[Dataset entries]
__________

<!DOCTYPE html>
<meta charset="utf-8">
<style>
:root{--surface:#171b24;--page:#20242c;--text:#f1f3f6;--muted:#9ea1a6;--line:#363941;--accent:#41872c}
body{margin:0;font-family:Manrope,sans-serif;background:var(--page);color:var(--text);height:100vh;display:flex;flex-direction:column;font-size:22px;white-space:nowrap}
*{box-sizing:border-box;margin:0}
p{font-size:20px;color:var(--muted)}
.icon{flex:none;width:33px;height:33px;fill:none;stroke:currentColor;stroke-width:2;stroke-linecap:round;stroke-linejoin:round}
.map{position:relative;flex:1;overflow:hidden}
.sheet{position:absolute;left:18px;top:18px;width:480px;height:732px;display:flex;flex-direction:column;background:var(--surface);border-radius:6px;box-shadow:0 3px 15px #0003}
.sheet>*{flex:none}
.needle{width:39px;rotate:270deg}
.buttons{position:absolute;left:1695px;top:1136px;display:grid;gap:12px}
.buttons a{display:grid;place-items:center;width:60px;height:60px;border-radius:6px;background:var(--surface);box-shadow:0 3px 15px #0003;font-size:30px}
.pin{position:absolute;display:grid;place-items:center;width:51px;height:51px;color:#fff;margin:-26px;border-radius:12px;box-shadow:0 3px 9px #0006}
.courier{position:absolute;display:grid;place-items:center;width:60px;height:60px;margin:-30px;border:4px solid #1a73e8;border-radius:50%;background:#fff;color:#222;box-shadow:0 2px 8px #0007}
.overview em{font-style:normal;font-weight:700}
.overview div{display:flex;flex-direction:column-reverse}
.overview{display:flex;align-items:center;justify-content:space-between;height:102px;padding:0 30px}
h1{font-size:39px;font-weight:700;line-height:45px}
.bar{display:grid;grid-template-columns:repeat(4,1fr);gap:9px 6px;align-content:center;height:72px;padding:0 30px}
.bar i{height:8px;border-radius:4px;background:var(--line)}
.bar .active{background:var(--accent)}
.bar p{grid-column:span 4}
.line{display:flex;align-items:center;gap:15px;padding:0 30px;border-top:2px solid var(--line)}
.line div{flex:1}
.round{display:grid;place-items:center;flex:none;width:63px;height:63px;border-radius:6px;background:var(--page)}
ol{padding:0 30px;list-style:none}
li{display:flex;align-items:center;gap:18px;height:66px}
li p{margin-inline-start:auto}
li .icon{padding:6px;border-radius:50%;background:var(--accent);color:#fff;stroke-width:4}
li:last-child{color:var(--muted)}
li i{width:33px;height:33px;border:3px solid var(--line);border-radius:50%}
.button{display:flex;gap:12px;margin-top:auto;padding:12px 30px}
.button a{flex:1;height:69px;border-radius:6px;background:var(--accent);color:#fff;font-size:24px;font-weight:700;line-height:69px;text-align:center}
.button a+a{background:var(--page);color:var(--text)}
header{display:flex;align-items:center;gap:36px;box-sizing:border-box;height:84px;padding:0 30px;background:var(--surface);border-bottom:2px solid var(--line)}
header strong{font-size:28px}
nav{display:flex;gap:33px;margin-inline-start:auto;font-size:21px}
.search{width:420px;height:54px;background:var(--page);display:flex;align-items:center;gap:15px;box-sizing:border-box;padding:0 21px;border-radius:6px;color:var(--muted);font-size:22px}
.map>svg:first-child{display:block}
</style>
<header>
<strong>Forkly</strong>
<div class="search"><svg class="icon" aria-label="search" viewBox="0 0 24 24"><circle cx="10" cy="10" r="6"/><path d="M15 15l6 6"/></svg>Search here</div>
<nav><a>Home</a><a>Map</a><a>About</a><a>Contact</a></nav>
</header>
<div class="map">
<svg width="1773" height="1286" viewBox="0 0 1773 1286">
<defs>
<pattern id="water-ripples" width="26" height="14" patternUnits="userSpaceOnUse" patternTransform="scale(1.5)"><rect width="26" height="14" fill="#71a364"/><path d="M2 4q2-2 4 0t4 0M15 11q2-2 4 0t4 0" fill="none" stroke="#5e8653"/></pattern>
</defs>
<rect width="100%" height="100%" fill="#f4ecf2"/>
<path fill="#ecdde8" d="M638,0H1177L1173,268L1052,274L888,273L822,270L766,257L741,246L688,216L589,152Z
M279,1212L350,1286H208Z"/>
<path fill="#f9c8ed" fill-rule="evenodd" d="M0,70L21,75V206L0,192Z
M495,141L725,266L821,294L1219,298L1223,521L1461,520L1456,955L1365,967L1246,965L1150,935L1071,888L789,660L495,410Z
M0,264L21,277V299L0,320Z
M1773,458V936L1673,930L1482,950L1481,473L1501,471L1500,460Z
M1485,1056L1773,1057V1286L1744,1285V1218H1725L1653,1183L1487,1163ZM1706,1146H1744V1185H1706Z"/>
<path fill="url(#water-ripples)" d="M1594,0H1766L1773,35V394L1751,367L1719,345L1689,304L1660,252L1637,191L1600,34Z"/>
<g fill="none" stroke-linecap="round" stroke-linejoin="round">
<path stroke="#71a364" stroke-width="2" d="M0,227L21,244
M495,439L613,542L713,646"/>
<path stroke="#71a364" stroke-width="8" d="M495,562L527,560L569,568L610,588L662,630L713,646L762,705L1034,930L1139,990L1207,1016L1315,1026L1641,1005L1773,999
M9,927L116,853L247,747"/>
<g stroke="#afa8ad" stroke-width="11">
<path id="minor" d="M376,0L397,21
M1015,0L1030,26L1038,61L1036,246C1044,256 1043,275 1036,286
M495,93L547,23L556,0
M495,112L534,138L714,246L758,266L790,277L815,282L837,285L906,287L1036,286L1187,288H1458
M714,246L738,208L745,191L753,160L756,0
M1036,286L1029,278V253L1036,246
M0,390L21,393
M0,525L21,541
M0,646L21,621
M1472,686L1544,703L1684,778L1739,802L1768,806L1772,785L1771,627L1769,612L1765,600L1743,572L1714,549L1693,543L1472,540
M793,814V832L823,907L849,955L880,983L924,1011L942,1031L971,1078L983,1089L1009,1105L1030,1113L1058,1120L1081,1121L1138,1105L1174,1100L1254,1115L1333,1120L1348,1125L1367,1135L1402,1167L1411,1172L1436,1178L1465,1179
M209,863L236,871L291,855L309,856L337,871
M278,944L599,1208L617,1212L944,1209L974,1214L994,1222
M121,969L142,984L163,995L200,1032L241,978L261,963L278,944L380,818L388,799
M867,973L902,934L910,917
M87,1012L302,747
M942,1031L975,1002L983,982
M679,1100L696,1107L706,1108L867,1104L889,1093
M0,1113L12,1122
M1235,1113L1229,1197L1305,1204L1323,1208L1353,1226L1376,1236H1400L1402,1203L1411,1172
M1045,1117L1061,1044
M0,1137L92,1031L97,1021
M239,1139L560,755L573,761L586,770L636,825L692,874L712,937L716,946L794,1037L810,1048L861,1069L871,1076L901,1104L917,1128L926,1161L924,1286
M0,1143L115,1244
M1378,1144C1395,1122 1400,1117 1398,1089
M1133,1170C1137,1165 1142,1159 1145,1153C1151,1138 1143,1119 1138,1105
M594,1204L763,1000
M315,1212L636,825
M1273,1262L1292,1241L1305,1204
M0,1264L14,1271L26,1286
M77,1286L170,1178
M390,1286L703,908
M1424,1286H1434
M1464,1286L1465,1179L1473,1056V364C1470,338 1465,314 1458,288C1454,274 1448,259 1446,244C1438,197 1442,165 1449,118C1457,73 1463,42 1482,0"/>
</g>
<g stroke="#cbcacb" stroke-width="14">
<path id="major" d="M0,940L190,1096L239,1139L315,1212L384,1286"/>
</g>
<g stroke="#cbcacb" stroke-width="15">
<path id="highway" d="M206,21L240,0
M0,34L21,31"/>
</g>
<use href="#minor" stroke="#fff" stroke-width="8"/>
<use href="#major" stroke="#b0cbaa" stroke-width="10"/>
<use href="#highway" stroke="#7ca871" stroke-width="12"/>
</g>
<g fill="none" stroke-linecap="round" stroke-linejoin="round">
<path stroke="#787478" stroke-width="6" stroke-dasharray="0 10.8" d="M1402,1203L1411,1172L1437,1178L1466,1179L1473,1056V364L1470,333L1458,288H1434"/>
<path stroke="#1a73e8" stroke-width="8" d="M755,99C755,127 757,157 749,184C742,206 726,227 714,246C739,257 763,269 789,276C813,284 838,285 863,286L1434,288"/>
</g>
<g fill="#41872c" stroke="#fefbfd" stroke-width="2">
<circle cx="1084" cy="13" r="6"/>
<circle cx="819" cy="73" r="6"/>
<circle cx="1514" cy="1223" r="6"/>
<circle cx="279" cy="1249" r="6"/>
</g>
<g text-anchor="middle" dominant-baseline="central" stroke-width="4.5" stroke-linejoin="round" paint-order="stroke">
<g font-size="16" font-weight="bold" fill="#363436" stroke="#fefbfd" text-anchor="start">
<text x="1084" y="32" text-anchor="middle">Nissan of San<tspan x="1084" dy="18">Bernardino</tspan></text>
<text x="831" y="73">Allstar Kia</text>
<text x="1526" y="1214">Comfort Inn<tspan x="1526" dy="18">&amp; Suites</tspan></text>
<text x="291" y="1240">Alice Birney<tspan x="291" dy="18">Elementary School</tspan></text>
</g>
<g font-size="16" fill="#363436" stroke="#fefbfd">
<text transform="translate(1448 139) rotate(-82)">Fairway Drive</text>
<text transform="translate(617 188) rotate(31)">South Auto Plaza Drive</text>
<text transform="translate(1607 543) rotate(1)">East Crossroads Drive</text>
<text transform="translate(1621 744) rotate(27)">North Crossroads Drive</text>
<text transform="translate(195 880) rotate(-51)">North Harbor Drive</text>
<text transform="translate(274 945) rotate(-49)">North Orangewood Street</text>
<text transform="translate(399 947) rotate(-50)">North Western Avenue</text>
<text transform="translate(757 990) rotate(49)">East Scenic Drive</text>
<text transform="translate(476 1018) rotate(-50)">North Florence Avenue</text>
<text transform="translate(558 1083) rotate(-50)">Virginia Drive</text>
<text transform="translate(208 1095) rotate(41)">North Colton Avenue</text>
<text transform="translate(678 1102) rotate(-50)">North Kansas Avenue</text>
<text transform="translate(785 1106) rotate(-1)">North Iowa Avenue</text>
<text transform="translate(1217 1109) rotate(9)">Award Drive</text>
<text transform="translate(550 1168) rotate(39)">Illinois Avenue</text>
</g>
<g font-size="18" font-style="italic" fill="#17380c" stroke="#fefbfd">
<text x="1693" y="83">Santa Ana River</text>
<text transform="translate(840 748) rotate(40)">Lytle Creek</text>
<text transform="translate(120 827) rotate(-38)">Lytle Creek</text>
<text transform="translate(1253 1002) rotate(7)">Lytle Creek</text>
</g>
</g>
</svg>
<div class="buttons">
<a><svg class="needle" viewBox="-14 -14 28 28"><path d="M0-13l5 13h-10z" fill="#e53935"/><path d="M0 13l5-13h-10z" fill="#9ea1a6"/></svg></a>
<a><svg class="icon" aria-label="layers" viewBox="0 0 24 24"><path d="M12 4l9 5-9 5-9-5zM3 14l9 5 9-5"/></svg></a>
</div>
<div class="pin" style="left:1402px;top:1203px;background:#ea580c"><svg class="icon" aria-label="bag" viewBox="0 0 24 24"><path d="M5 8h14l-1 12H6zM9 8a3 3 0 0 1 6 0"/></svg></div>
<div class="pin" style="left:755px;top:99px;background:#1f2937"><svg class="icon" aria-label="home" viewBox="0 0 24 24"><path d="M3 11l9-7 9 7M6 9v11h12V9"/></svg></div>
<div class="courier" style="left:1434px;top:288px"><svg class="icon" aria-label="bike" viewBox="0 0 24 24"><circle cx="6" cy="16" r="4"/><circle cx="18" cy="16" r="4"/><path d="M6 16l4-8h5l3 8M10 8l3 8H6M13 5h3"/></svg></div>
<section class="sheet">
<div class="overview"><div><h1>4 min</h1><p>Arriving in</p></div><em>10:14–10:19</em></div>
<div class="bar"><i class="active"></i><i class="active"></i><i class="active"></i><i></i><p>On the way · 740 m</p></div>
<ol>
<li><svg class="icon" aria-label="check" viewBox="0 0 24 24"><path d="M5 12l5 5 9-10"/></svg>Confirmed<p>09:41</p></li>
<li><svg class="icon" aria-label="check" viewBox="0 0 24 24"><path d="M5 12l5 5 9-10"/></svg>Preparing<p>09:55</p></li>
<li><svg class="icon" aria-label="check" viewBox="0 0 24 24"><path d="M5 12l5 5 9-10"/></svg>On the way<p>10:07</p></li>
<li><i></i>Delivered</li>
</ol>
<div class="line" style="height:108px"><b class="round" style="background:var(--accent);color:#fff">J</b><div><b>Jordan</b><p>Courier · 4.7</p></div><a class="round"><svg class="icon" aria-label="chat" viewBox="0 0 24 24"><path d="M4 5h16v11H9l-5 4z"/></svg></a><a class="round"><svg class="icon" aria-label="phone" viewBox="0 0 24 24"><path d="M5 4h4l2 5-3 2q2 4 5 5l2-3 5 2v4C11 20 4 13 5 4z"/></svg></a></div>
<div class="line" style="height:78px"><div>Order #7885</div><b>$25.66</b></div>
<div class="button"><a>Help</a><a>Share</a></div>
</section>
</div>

__________

- [PROBLEM STATEMENT] Pull out all lines in the data above that include "shadow".

- [FINISHED TASK]
.sheet{position:absolute;left:18px;top:18px;width:480px;height:732px;display:flex;flex-direction:column;background:var(--surface);border-radius:6px;box-shadow:0 3px 15px #0003}
.buttons a{display:grid;place-items:center;width:60px;height:60px;border-radius:6px;background:var(--surface);box-shadow:0 3px 15px #0003;font-size:30px}
.pin{position:absolute;display:grid;place-items:center;width:51px;height:51px;color:#fff;margin:-26px;border-radius:12px;box-shadow:0 3px 9px #0006}
.courier{position:absolute;display:grid;place-items:center;width:60px;height:60px;margin:-30px;border:4px solid #1a73e8;border-radius:50%;background:#fff;color:#222;box-shadow:0 2px 8px #0007}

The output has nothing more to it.